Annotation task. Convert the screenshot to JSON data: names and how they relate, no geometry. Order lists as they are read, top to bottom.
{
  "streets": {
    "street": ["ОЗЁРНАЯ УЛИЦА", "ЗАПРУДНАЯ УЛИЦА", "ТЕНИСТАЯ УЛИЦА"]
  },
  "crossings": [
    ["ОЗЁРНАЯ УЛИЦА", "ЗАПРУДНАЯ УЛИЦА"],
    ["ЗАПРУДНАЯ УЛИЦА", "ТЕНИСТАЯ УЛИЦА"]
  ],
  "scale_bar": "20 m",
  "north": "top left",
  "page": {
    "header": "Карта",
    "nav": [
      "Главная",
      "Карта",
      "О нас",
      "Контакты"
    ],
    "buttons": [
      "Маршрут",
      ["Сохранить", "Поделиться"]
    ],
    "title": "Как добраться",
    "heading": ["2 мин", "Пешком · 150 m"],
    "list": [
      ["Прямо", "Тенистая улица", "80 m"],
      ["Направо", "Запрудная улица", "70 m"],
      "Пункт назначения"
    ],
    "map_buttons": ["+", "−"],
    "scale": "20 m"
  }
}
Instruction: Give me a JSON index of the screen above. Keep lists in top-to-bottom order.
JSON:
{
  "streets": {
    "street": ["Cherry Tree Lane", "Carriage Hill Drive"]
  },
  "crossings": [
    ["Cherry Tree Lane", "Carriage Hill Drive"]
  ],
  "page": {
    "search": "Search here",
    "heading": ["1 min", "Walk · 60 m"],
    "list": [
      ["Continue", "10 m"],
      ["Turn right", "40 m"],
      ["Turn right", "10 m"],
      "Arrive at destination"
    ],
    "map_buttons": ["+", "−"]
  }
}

________

_Work order_
Transcribe the material above in full.

_Exercise answer_
Annotation task. Convert the screenshot to JSON data: names and how they relate, no geometry. Order lists as they are read, top to bottom.
{
  "streets": {
    "street": ["ОЗЁРНАЯ УЛИЦА", "ЗАПРУДНАЯ УЛИЦА", "ТЕНИСТАЯ УЛИЦА"]
  },
  "crossings": [
    ["ОЗЁРНАЯ УЛИЦА", "ЗАПРУДНАЯ УЛИЦА"],
    ["ЗАПРУДНАЯ УЛИЦА", "ТЕНИСТАЯ УЛИЦА"]
  ],
  "scale_bar": "20 m",
  "north": "top left",
  "page": {
    "header": "Карта",
    "nav": [
      "Главная",
      "Карта",
      "О нас",
      "Контакты"
    ],
    "buttons": [
      "Маршрут",
      ["Сохранить", "Поделиться"]
    ],
    "title": "Как добраться",
    "heading": ["2 мин", "Пешком · 150 m"],
    "list": [
      ["Прямо", "Тенистая улица", "80 m"],
      ["Направо", "Запрудная улица", "70 m"],
      "Пункт назначения"
    ],
    "map_buttons": ["+", "−"],
    "scale": "20 m"
  }
}
Instruction: Give me a JSON index of the screen above. Keep lists in top-to-bottom order.
JSON:
{
  "streets": {
    "street": ["Cherry Tree Lane", "Carriage Hill Drive"]
  },
  "crossings": [
    ["Cherry Tree Lane", "Carriage Hill Drive"]
  ],
  "page": {
    "search": "Search here",
    "heading": ["1 min", "Walk · 60 m"],
    "list": [
      ["Continue", "10 m"],
      ["Turn right", "40 m"],
      ["Turn right", "10 m"],
      "Arrive at destination"
    ],
    "map_buttons": ["+", "−"]
  }
}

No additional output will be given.